━━ Data extract

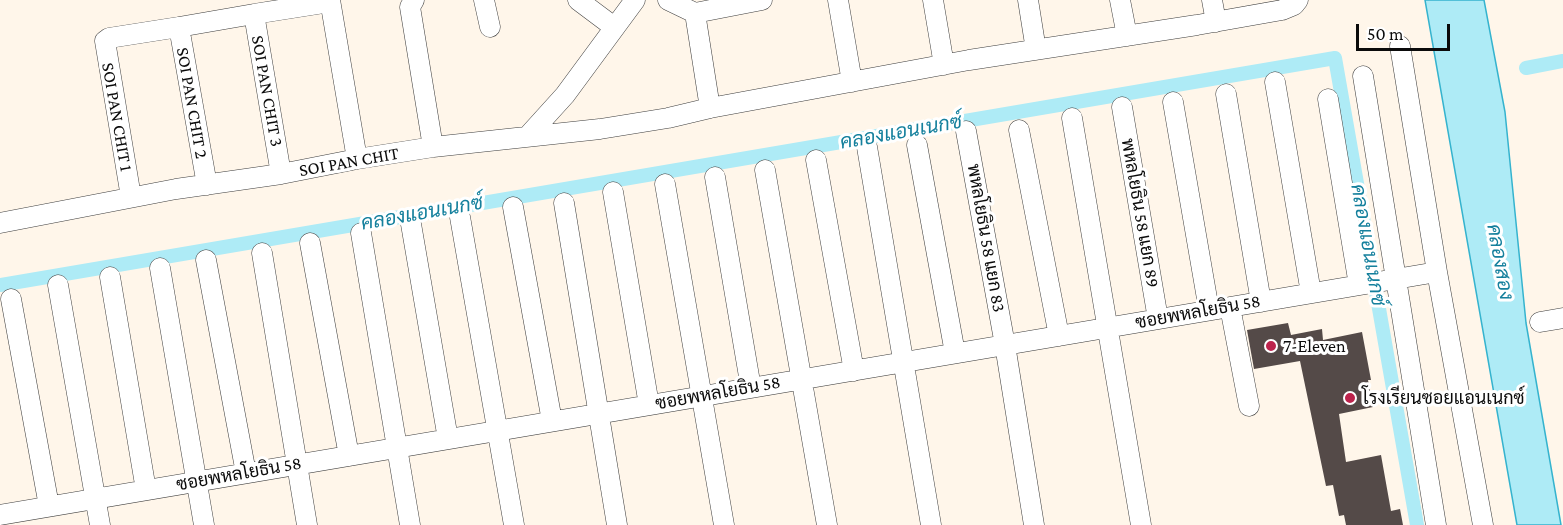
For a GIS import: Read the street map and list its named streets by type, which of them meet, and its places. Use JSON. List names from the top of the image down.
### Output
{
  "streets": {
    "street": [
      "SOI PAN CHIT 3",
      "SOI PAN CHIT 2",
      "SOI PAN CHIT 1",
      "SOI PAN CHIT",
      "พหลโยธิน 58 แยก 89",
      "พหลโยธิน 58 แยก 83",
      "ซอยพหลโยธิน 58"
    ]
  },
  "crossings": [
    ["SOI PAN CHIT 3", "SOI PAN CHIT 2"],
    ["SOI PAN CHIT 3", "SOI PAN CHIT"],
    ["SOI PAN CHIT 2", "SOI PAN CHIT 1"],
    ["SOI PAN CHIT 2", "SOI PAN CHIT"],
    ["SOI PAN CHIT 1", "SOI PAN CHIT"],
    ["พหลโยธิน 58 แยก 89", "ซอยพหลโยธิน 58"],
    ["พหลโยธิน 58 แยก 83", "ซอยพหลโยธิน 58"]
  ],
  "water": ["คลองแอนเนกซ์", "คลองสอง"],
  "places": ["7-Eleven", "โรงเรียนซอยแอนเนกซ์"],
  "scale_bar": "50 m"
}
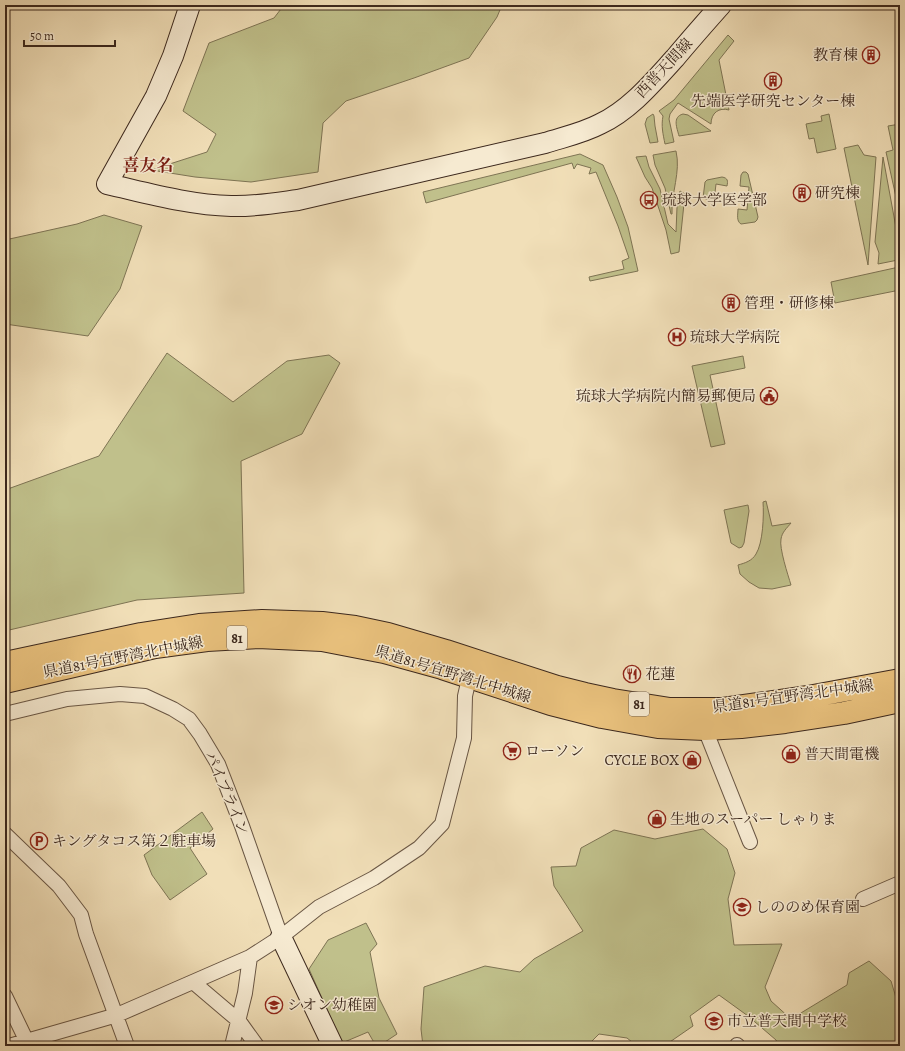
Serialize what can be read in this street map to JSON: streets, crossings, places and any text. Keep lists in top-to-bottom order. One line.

━━━━

What is expected -> Exclude the pictures and repeat the entries word for word.

Completed exercise ->
For a GIS import: Read the street map and list its named streets by type, which of them meet, and its places. Use JSON. List names from the top of the image down.
### Output
{
  "streets": {
    "street": [
      "SOI PAN CHIT 3",
      "SOI PAN CHIT 2",
      "SOI PAN CHIT 1",
      "SOI PAN CHIT",
      "พหลโยธิน 58 แยก 89",
      "พหลโยธิน 58 แยก 83",
      "ซอยพหลโยธิน 58"
    ]
  },
  "crossings": [
    ["SOI PAN CHIT 3", "SOI PAN CHIT 2"],
    ["SOI PAN CHIT 3", "SOI PAN CHIT"],
    ["SOI PAN CHIT 2", "SOI PAN CHIT 1"],
    ["SOI PAN CHIT 2", "SOI PAN CHIT"],
    ["SOI PAN CHIT 1", "SOI PAN CHIT"],
    ["พหลโยธิน 58 แยก 89", "ซอยพหลโยธิน 58"],
    ["พหลโยธิน 58 แยก 83", "ซอยพหลโยธิน 58"]
  ],
  "water": ["คลองแอนเนกซ์", "คลองสอง"],
  "places": ["7-Eleven", "โรงเรียนซอยแอนเนกซ์"],
  "scale_bar": "50 m"
}
Serialize what can be read in this street map to JSON: streets, crossings, places and any text. Keep lists in top-to-bottom order. One line.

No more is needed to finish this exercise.